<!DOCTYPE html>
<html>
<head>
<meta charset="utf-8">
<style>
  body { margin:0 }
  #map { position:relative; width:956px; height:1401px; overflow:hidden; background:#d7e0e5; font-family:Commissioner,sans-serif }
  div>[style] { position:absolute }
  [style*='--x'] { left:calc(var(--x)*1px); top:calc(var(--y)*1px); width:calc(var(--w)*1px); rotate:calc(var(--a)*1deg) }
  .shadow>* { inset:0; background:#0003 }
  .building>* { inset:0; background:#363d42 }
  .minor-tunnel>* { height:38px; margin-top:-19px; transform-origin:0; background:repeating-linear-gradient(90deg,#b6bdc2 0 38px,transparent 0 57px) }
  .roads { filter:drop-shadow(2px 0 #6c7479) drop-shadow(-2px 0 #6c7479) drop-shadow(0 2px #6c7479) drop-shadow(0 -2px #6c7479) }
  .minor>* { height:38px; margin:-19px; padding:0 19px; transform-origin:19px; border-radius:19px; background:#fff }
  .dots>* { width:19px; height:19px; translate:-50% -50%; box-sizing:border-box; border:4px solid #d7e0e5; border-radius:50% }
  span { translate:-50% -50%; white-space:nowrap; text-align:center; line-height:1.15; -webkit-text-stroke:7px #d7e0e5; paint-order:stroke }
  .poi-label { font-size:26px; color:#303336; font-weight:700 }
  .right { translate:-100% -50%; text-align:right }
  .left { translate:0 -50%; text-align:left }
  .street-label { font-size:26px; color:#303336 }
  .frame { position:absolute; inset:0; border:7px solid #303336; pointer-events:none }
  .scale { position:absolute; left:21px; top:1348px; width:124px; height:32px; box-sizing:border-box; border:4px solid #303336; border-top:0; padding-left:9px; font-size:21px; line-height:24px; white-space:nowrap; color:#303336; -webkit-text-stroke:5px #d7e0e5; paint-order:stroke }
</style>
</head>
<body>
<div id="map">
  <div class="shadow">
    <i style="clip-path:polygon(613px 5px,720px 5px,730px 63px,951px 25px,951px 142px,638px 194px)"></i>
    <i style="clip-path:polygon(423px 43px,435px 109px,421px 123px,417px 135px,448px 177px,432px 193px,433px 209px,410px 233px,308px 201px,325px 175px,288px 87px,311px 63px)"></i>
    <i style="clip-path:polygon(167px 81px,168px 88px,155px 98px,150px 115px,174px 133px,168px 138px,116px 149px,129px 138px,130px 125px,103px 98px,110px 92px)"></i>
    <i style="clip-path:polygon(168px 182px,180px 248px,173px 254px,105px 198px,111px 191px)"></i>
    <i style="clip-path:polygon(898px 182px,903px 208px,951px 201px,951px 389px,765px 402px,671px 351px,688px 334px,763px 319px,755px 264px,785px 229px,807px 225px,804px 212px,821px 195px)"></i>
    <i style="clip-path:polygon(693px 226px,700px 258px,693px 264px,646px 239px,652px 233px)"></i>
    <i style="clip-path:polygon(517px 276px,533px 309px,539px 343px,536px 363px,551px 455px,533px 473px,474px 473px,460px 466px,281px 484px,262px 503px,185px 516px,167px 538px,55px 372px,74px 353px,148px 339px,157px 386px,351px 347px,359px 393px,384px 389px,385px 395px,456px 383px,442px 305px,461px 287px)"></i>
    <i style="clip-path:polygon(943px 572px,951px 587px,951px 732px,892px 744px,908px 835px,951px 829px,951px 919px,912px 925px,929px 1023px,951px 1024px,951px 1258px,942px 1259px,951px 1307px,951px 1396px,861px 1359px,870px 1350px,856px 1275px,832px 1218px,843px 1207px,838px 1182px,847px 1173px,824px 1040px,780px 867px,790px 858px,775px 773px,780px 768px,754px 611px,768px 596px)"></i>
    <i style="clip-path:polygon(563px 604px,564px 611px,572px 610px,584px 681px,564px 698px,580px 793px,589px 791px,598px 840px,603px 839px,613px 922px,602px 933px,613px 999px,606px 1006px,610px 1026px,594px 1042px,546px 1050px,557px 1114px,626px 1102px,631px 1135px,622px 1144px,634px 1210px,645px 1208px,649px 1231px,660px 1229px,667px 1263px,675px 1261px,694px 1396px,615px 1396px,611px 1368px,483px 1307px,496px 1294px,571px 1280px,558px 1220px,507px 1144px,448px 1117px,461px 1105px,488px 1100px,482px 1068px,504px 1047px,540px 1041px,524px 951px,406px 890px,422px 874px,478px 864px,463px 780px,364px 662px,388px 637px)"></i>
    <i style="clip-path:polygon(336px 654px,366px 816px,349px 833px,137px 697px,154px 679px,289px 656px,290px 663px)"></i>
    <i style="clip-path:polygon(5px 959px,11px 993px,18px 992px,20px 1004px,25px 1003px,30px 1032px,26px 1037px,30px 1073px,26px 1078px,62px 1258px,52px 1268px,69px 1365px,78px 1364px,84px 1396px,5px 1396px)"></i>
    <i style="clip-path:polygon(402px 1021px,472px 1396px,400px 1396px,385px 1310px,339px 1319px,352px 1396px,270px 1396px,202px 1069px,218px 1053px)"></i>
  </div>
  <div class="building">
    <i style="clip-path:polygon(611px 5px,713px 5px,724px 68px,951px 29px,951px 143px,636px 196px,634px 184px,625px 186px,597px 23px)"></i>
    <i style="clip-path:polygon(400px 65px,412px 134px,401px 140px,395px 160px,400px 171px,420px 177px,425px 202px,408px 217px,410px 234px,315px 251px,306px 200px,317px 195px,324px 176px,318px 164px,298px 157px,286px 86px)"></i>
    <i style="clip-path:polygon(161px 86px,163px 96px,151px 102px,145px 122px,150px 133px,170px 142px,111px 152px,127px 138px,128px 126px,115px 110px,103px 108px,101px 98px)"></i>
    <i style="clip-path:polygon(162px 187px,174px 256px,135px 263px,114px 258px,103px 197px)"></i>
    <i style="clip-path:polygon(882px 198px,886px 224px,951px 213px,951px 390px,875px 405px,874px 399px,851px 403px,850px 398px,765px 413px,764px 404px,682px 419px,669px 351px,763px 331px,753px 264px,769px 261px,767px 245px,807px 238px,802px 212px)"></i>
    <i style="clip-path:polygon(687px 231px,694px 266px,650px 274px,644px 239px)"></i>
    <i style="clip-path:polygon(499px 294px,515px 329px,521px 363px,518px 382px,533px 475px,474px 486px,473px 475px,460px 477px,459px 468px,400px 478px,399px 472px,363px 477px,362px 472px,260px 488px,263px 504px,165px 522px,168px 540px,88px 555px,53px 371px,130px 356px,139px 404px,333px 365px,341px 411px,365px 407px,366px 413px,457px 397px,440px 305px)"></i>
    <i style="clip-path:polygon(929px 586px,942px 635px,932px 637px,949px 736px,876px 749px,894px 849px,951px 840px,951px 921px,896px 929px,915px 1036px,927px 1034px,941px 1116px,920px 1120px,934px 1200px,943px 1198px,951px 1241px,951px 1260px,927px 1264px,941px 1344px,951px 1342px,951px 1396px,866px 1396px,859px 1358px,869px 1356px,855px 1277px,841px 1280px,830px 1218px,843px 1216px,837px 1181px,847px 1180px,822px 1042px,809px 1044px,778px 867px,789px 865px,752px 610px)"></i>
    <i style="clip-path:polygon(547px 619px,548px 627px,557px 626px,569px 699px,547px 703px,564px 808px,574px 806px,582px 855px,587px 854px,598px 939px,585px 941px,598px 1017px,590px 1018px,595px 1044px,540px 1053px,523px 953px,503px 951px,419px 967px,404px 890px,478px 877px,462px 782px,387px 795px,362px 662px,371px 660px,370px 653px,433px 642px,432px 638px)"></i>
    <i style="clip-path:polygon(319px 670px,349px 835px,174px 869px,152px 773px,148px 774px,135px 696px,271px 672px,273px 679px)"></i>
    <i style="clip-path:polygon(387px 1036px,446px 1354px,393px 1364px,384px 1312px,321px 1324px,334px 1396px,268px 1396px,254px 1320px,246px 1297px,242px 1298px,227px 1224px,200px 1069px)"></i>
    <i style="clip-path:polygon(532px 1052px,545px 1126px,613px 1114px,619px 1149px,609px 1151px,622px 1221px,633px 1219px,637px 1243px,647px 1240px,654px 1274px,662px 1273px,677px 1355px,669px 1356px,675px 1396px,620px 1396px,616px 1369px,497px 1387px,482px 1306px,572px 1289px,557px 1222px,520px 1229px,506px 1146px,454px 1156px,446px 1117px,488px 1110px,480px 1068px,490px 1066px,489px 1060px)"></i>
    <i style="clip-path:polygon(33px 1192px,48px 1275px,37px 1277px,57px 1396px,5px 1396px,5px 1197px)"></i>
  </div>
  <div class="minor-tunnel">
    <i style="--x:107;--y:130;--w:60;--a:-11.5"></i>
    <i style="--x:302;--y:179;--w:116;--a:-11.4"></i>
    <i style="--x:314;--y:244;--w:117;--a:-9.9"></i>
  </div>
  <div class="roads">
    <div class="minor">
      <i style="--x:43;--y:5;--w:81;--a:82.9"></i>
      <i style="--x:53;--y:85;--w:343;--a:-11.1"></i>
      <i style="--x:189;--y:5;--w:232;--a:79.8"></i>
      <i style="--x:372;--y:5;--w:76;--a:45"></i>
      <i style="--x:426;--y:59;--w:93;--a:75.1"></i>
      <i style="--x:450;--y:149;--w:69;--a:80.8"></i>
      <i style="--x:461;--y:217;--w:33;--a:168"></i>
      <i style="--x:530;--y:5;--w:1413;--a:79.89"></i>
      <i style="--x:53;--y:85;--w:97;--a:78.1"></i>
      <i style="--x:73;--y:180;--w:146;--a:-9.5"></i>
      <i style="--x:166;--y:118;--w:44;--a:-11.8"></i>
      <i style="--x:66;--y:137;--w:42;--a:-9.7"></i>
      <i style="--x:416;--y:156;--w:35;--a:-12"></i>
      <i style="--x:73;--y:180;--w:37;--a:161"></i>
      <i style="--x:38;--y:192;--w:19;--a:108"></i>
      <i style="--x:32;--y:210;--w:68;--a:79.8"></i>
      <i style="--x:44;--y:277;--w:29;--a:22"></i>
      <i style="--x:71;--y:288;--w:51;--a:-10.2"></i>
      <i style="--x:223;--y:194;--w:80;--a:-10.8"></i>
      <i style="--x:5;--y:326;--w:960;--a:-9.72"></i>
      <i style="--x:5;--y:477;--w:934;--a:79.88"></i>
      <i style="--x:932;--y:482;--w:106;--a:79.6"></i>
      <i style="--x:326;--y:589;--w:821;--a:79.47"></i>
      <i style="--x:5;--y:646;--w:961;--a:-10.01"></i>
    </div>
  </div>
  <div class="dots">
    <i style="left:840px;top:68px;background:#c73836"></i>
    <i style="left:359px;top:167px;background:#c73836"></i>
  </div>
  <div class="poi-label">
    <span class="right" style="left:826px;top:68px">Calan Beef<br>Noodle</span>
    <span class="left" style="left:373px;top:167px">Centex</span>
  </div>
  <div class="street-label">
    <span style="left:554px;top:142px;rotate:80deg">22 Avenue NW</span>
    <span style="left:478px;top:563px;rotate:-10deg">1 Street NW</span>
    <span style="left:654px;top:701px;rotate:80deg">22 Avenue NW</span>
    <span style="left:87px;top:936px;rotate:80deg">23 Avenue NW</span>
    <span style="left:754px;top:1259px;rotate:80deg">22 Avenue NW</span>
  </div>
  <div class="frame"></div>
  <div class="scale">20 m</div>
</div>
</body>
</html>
++++++++
## ACTIVITY
Using the data above, extract exactly the lines from the one that holds "height:38px; margin:-19px; padding:0" to the one that holds "font-size:26px; color:#303336; font-weight:700", both ends included, and no others.

## SOLUTION FOR THIS PROBLEM
  .minor>* { height:38px; margin:-19px; padding:0 19px; transform-origin:19px; border-radius:19px; background:#fff }
  .dots>* { width:19px; height:19px; translate:-50% -50%; box-sizing:border-box; border:4px solid #d7e0e5; border-radius:50% }
  span { translate:-50% -50%; white-space:nowrap; text-align:center; line-height:1.15; -webkit-text-stroke:7px #d7e0e5; paint-order:stroke }
  .poi-label { font-size:26px; color:#303336; font-weight:700 }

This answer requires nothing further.